The New Zealand dollar fell near a six-month low on a trade-weighted basis as the Christchurch earthquake continues to take its toll, while a looming civil war in Libya has stoked a flight to so-called 'safe havens' by investors.
The kiwi has slumped 2.7 per cent on the trade-weighted index since the earthquake on Tuesday to its lowest point since September 2, just before the first Canterbury quake.
The disaster, which has killed at least 103 people, has markets expecting the central bank to cut interest rates at its next meeting in a bid to stimulate the economy, which has struggled to get out of its funk of the past two years.
The pessimistic domestic tone is being matched globally as violence in the Middle East escalates with Libya on the verge of a civil war.
That's encouraged investors to eschew bigger returns, and they've parked their money in the relative safety of the Swiss franc and Japanese yen. This week, the franc has strengthened 2.6 per cent to 92.53 centimes per US dollar, while the yen has appreciated 1.8 per cent to 81.86 per US dollar.
"All of the action for the kiwi has been on the cross-rates - it significantly underperformed, particularly against the safe-haven currencies," said Khoon Goh, head of market economics and strategy at ANZ New Zealand.
"Until the market gets further clarity on how bad it really is (in Christchurch), it can't really price it in."
The kiwi fell to 66.10 on the TWI from 66.19 yesterday, and was little changed at 74.67 US cents from 74.64 cents. It dropped to 61.02 yen from 61.27 yen yesterday, and declined to 69.12 Swiss centimes from 69.39. It sank to 74.06 Australian cents and was down to 54.14 euro cents from 54.30 cents.
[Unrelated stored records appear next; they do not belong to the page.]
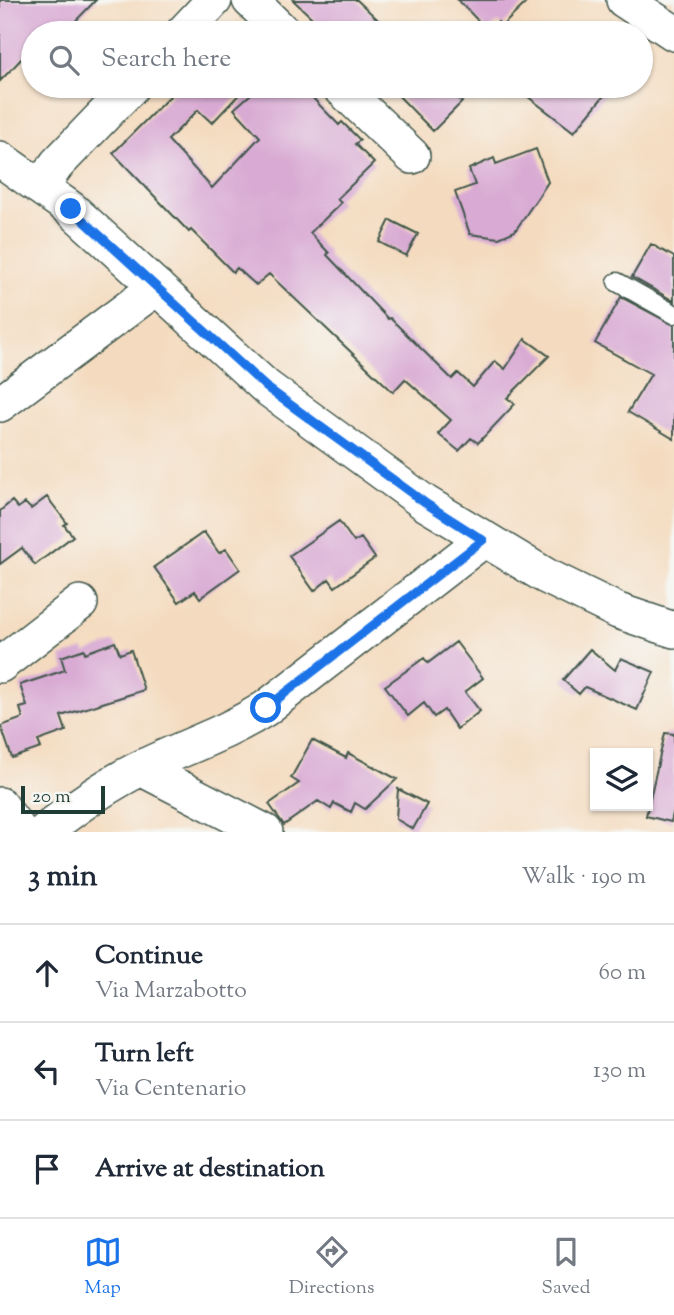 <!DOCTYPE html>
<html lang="en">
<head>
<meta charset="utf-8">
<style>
  :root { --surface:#fff; --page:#f6f6f7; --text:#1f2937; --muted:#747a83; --line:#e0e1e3; --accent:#1a73e8 }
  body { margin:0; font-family:"Sorts Mill Goudy",serif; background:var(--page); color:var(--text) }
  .controls { position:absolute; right:21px; bottom:21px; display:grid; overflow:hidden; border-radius:0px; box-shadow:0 2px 5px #0004 }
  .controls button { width:63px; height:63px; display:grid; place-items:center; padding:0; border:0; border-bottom:2px solid var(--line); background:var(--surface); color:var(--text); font:35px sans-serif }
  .scale { position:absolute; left:21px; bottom:18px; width:84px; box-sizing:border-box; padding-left:7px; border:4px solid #1f3d34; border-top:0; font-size:19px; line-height:24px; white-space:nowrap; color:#1f3d34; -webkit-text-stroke:5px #f6f6f2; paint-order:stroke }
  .stop { position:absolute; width:21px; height:21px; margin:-16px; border:5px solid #1a73e8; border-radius:50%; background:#fff }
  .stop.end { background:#1a73e8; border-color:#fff; box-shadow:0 2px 7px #0008 }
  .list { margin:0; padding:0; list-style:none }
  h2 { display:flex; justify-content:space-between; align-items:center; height:91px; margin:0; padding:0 28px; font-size:30px }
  h2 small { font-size:23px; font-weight:400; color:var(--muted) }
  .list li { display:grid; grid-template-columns:46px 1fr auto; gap:21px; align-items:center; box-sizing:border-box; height:98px; padding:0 28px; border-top:2px solid var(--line) }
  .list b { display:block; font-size:26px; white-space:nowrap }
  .list p { margin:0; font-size:23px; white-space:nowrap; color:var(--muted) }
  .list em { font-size:23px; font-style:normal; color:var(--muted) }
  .icon { flex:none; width:38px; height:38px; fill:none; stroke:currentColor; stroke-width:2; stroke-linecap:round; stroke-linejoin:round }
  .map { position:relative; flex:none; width:674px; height:832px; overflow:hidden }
  .search { position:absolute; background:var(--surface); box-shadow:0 2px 5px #0004; left:21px; right:21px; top:21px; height:77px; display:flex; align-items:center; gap:18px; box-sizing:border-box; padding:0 24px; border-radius:38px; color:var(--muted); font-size:26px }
  .sheet { height:385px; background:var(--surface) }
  nav { display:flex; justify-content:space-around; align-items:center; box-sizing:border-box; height:98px; border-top:2px solid var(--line); background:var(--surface); font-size:19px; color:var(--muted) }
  nav a { display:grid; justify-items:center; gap:4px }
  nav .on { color:var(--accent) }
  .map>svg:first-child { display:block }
  .building { fill:#d9abd4 }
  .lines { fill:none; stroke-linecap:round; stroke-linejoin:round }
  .lane-casing { stroke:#3f5549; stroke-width:21 }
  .street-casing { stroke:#3f5549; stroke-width:38 }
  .lane { stroke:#fff; stroke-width:18 }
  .street { stroke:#fff; stroke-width:35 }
  .route { stroke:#1a73e8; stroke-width:9 }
</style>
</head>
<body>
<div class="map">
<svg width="674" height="832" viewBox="0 0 674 832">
  <rect width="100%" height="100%" fill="#f6f6f2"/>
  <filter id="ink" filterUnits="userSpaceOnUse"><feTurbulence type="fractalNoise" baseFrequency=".0143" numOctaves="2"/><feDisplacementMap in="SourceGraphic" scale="14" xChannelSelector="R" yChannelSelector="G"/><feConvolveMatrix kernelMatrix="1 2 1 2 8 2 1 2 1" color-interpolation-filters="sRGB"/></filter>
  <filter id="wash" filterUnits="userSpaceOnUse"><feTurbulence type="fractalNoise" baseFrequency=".00686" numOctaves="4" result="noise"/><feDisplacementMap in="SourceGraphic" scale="28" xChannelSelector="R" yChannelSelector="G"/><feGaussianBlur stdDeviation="1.57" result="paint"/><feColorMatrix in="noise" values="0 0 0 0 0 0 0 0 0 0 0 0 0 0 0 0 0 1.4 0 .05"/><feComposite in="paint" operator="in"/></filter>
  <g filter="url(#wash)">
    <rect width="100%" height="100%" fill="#f4dbbf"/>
    <g id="blocks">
      <path class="building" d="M0 0H96L64 33H33V47L0 81Z
        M293 0H357L392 33H328Z
        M458 0H529L502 26 498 22 488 31Z
        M173 86H247L212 123 198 110 168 140 212 188 260 137 234 109 260 86H301L339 125 342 122 360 140 355 144 374 163 337 199 341 203 310 233 329 253 327 255 388 319 390 318 452 379 458 373 473 387 495 361 505 369 525 339 549 356 507 398 515 404 478 443 471 438 459 451 438 434 451 420 405 379 393 392 269 274 256 285 237 268 233 272 191 230 189 232 113 153 177 89Z
        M389 86H470L457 98 462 102 433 131Z
        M514 86H612L574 132Z
        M536 149 548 182 515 231 499 238 470 234 455 192 475 185 469 169 494 158 496 164Z
        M390 220 418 234 406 256 379 242Z
        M651 244 674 257V301L632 277Z
        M621 297 674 325V439L628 412 651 374 595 343Z
        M47 497 67 523 64 525 73 536 35 565 22 548 0 564V511L12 501 18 508 25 503 31 509Z
        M339 521 354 542 361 538 375 558 335 587 329 579 314 591 289 556Z
        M204 532 219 553 226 549 240 569 200 598 195 591 179 602 154 567Z
        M115 642 120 654 131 650 144 690 61 716 66 731 38 741 41 748 12 758 1 726 23 718 20 708 27 706 20 685 65 670 61 657 84 649 85 653Z
        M456 642 483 678 465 692 480 711 457 729 444 710 434 717 424 703 408 716 385 686 424 658 428 663Z
        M590 649 615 670 621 658 654 672 637 710 585 687 579 694 563 680Z
        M665 733 674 734V809L671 822 646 816Z
        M312 740 346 758 348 753 397 779 365 809 355 803 351 812 334 803 331 809 318 801 284 825 269 804 299 783 291 778Z
        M398 789 427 804 413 829 396 819Z"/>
    </g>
  </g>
  <g filter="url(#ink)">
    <use href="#blocks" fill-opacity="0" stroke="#3f5549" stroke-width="2"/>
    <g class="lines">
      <defs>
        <path id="lane" d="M617 282 674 314"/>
        <path id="street" d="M250 0 284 33
          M624 0 674 33
          M183 33 214 0
          M339 86 412 156
          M0 159 71 209 266 387 425 503 546 576 618 611 674 630
          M41 186 57 164 132 86
          M0 404 157 287
          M0 665 80 603
          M141 768 265 832
          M0 805 20 832
          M44 832C75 807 103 787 139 769 181 748 226 734 266 708L483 540"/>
      </defs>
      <use href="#lane" class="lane-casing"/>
      <use href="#street" class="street-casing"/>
      <use href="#lane" class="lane"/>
      <use href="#street" class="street"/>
    </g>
  </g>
  <g class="lines" filter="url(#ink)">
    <path class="route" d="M71 209 266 387 425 503 483 540 266 708"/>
  </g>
</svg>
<div class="controls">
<button><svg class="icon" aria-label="layers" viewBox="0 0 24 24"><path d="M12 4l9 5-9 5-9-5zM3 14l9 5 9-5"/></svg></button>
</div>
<div class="scale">20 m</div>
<div class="stop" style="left:266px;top:708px"></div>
<div class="stop end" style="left:71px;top:209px"></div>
<div class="search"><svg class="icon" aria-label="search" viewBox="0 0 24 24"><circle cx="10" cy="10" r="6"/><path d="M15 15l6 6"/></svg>Search here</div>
</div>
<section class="sheet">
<h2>3 min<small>Walk · 190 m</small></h2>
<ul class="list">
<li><svg class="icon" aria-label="ahead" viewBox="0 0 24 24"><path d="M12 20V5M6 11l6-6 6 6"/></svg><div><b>Continue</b><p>Via Marzabotto</p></div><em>60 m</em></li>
<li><svg class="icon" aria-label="left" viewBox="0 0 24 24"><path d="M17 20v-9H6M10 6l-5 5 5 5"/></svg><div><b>Turn left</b><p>Via Centenario</p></div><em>130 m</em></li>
<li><svg class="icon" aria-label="arrive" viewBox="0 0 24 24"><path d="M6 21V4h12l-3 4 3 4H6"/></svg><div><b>Arrive at destination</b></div></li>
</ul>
</section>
<nav>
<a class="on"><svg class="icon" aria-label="map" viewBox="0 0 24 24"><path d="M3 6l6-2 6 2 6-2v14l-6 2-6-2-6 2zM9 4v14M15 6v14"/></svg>Map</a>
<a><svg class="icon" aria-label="directions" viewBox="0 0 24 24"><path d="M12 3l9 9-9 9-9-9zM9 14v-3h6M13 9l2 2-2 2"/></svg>Directions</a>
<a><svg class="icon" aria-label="saved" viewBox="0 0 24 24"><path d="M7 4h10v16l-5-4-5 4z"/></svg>Saved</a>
</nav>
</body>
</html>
It rose to 46.31 pence from 46.03 pence.
Goh said the currency may trade between 74.45 US cents and 75.45 cents today, and may push up a little after shedding almost two cents since the quake.
Any correction would be short-lived, and the currency faces more downside pressure, he said.
Traders are betting Reserve Bank Governor Alan Bollard will cut the official cash rate on March 10, and aren't pricing in any rate hikes over the next 12 months, down from the expected 50 basis points of rises before the quake, according to the Overnight Index Swap curve.
ANZ and ASB economists expect Bollard will cut the benchmark rate 50 basis points back to a record low 2.5 per cent.